*** Block opens ***

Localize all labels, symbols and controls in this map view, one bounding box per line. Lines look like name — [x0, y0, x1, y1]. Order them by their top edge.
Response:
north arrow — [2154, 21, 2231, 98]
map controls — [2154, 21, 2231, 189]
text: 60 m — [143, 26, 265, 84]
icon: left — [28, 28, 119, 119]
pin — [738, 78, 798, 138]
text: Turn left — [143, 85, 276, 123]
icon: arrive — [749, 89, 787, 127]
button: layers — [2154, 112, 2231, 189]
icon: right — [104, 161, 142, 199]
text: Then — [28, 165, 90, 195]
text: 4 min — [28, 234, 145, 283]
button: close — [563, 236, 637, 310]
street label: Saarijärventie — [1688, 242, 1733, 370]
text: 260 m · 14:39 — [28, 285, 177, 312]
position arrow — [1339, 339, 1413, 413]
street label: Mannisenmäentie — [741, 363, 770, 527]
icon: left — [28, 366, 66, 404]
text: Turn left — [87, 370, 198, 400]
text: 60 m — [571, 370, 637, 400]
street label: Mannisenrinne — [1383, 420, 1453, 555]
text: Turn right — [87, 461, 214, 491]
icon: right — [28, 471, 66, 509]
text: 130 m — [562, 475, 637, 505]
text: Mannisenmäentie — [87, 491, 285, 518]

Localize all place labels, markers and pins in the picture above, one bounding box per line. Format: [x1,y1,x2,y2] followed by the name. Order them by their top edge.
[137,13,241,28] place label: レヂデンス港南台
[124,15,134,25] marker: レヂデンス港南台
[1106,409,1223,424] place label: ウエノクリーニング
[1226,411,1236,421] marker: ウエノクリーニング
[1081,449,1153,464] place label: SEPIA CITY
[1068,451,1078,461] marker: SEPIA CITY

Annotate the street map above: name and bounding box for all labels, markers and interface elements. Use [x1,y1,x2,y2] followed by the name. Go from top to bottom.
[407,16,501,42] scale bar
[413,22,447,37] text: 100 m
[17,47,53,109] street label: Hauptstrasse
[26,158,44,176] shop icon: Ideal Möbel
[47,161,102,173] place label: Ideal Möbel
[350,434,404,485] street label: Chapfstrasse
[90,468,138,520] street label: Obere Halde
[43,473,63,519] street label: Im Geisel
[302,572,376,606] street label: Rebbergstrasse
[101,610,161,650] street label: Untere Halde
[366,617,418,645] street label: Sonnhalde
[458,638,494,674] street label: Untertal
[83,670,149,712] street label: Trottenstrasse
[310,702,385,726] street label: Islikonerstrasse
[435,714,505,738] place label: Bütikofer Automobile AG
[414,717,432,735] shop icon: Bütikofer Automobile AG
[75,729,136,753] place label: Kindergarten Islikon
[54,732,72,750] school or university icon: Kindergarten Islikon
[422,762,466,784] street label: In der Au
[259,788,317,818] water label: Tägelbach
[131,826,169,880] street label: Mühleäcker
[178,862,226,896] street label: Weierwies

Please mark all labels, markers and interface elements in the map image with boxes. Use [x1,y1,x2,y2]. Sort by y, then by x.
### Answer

*** Block closes ***

Retype the listing above in full, exactly as it stands.

▶ EXERCISE ANSWER
Localize all labels, symbols and controls in this map view, one bounding box per line. Lines look like name — [x0, y0, x1, y1]. Order them by their top edge.
Response:
north arrow — [2154, 21, 2231, 98]
map controls — [2154, 21, 2231, 189]
text: 60 m — [143, 26, 265, 84]
icon: left — [28, 28, 119, 119]
pin — [738, 78, 798, 138]
text: Turn left — [143, 85, 276, 123]
icon: arrive — [749, 89, 787, 127]
button: layers — [2154, 112, 2231, 189]
icon: right — [104, 161, 142, 199]
text: Then — [28, 165, 90, 195]
text: 4 min — [28, 234, 145, 283]
button: close — [563, 236, 637, 310]
street label: Saarijärventie — [1688, 242, 1733, 370]
text: 260 m · 14:39 — [28, 285, 177, 312]
position arrow — [1339, 339, 1413, 413]
street label: Mannisenmäentie — [741, 363, 770, 527]
icon: left — [28, 366, 66, 404]
text: Turn left — [87, 370, 198, 400]
text: 60 m — [571, 370, 637, 400]
street label: Mannisenrinne — [1383, 420, 1453, 555]
text: Turn right — [87, 461, 214, 491]
icon: right — [28, 471, 66, 509]
text: 130 m — [562, 475, 637, 505]
text: Mannisenmäentie — [87, 491, 285, 518]

Localize all place labels, markers and pins in the picture above, one bounding box per line. Format: [x1,y1,x2,y2] followed by the name. Order them by their top edge.
[137,13,241,28] place label: レヂデンス港南台
[124,15,134,25] marker: レヂデンス港南台
[1106,409,1223,424] place label: ウエノクリーニング
[1226,411,1236,421] marker: ウエノクリーニング
[1081,449,1153,464] place label: SEPIA CITY
[1068,451,1078,461] marker: SEPIA CITY

Annotate the street map above: name and bounding box for all labels, markers and interface elements. Use [x1,y1,x2,y2] followed by the name. Go from top to bottom.
[407,16,501,42] scale bar
[413,22,447,37] text: 100 m
[17,47,53,109] street label: Hauptstrasse
[26,158,44,176] shop icon: Ideal Möbel
[47,161,102,173] place label: Ideal Möbel
[350,434,404,485] street label: Chapfstrasse
[90,468,138,520] street label: Obere Halde
[43,473,63,519] street label: Im Geisel
[302,572,376,606] street label: Rebbergstrasse
[101,610,161,650] street label: Untere Halde
[366,617,418,645] street label: Sonnhalde
[458,638,494,674] street label: Untertal
[83,670,149,712] street label: Trottenstrasse
[310,702,385,726] street label: Islikonerstrasse
[435,714,505,738] place label: Bütikofer Automobile AG
[414,717,432,735] shop icon: Bütikofer Automobile AG
[75,729,136,753] place label: Kindergarten Islikon
[54,732,72,750] school or university icon: Kindergarten Islikon
[422,762,466,784] street label: In der Au
[259,788,317,818] water label: Tägelbach
[131,826,169,880] street label: Mühleäcker
[178,862,226,896] street label: Weierwies

Please mark all labels, markers and interface elements in the map image with boxes. Use [x1,y1,x2,y2]. Sort by y, then by x.
### Answer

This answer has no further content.